* Dataset entries *
=== Section Start ===

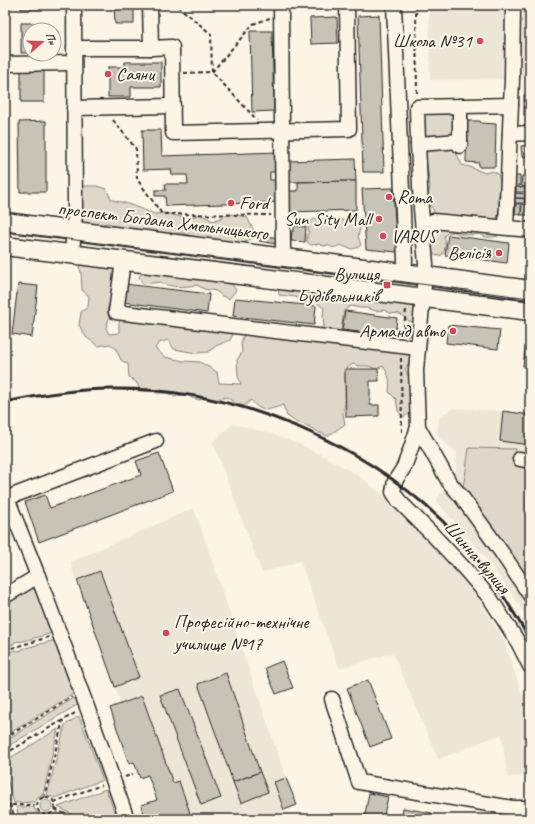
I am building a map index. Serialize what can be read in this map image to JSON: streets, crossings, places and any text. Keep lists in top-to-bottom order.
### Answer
{
  "streets": {
    "main road": ["проспект Богдана Хмельницького"],
    "street": ["Шинна вулиця"]
  },
  "places": {
    "other": [
      "Школа №31",
      "Саяни",
      "Roma",
      "Ford",
      "Sun Sity Mall",
      "VARUS",
      "Велісія",
      "Арманд авто",
      "Професійно-технічне училище №17"
    ],
    "transit": ["Вулиця Будівельників"]
  },
  "north": "right"
}
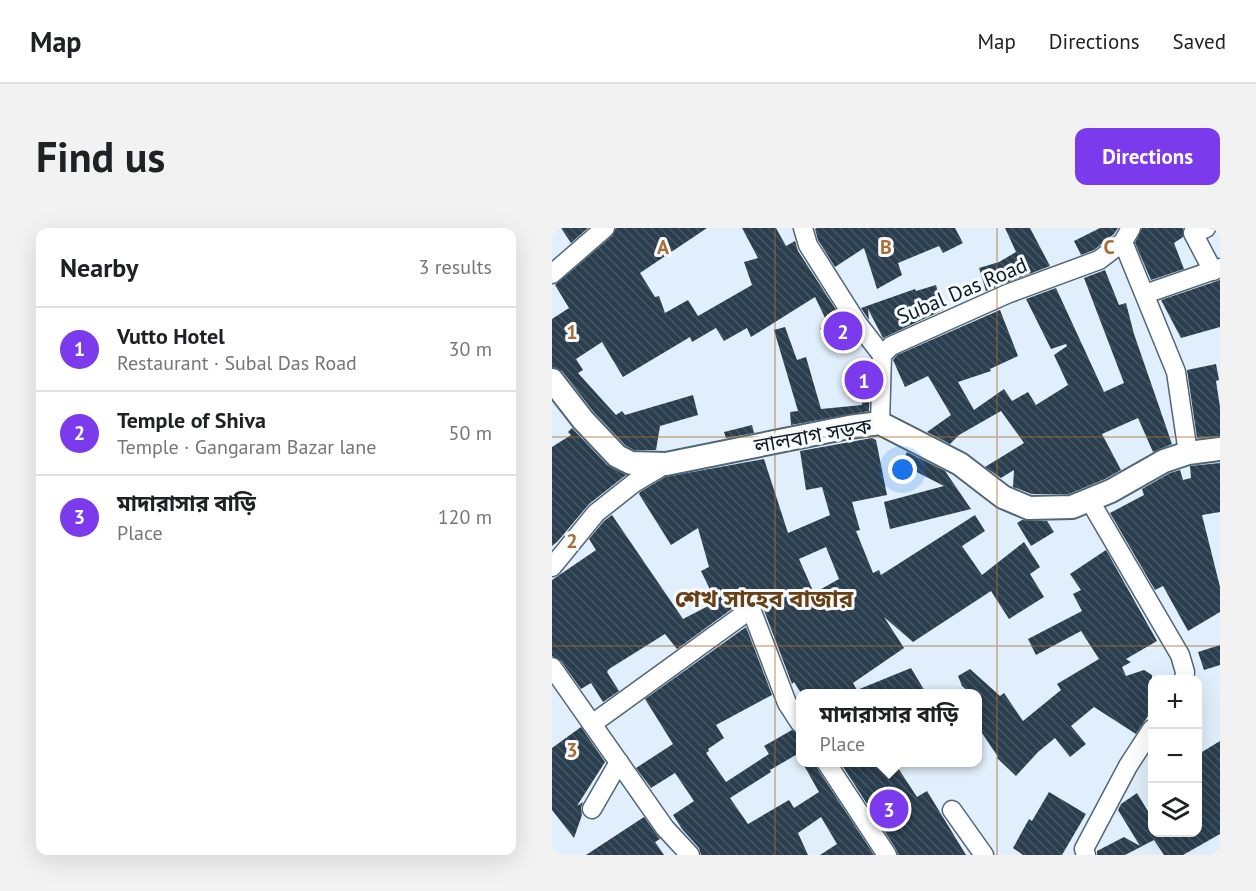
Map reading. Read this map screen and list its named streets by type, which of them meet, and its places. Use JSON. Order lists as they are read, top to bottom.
{
  "streets": {
    "street": ["Subal Das Road", "লালবাগ সড়ক"]
  },
  "crossings": [
    ["Subal Das Road", "লালবাগ সড়ক"]
  ],
  "districts": ["শেখ সাহেব বাজার"],
  "page": {
    "header": "Map",
    "nav": ["Map", "Directions", "Saved"],
    "buttons": "Directions",
    "title": "Find us",
    "heading": ["Nearby", "3 results"],
    "list": [
      {
        "mark": "1",
        "name": "Vutto Hotel",
        "note": "Restaurant · Subal Das Road",
        "value": "30 m"
      },
      {
        "mark": "2",
        "name": "Temple of Shiva",
        "note": "Temple · Gangaram Bazar lane",
        "value": "50 m"
      },
      {
        "mark": "3",
        "name": "মাদারাসার বাড়ি",
        "note": "Place",
        "value": "120 m"
      }
    ],
    "pins": ["2", "1", "3"],
    "map_buttons": ["+", "−"],
    "popup": ["মাদারাসার বাড়ি", "Place"]
  },
  "grid": {
    "columns": ["A", "B", "C"],
    "rows": ["1", "2", "3"]
  }
}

=== Section End ===

* YOUR OBJECTIVE *
Now transcribe all the entries above exactly, so that no picture is carried over.

* TASK RESPONSE *
I am building a map index. Serialize what can be read in this map image to JSON: streets, crossings, places and any text. Keep lists in top-to-bottom order.
### Answer
{
  "streets": {
    "main road": ["проспект Богдана Хмельницького"],
    "street": ["Шинна вулиця"]
  },
  "places": {
    "other": [
      "Школа №31",
      "Саяни",
      "Roma",
      "Ford",
      "Sun Sity Mall",
      "VARUS",
      "Велісія",
      "Арманд авто",
      "Професійно-технічне училище №17"
    ],
    "transit": ["Вулиця Будівельників"]
  },
  "north": "right"
}
Map reading. Read this map screen and list its named streets by type, which of them meet, and its places. Use JSON. Order lists as they are read, top to bottom.
{
  "streets": {
    "street": ["Subal Das Road", "লালবাগ সড়ক"]
  },
  "crossings": [
    ["Subal Das Road", "লালবাগ সড়ক"]
  ],
  "districts": ["শেখ সাহেব বাজার"],
  "page": {
    "header": "Map",
    "nav": ["Map", "Directions", "Saved"],
    "buttons": "Directions",
    "title": "Find us",
    "heading": ["Nearby", "3 results"],
    "list": [
      {
        "mark": "1",
        "name": "Vutto Hotel",
        "note": "Restaurant · Subal Das Road",
        "value": "30 m"
      },
      {
        "mark": "2",
        "name": "Temple of Shiva",
        "note": "Temple · Gangaram Bazar lane",
        "value": "50 m"
      },
      {
        "mark": "3",
        "name": "মাদারাসার বাড়ি",
        "note": "Place",
        "value": "120 m"
      }
    ],
    "pins": ["2", "1", "3"],
    "map_buttons": ["+", "−"],
    "popup": ["মাদারাসার বাড়ি", "Place"]
  },
  "grid": {
    "columns": ["A", "B", "C"],
    "rows": ["1", "2", "3"]
  }
}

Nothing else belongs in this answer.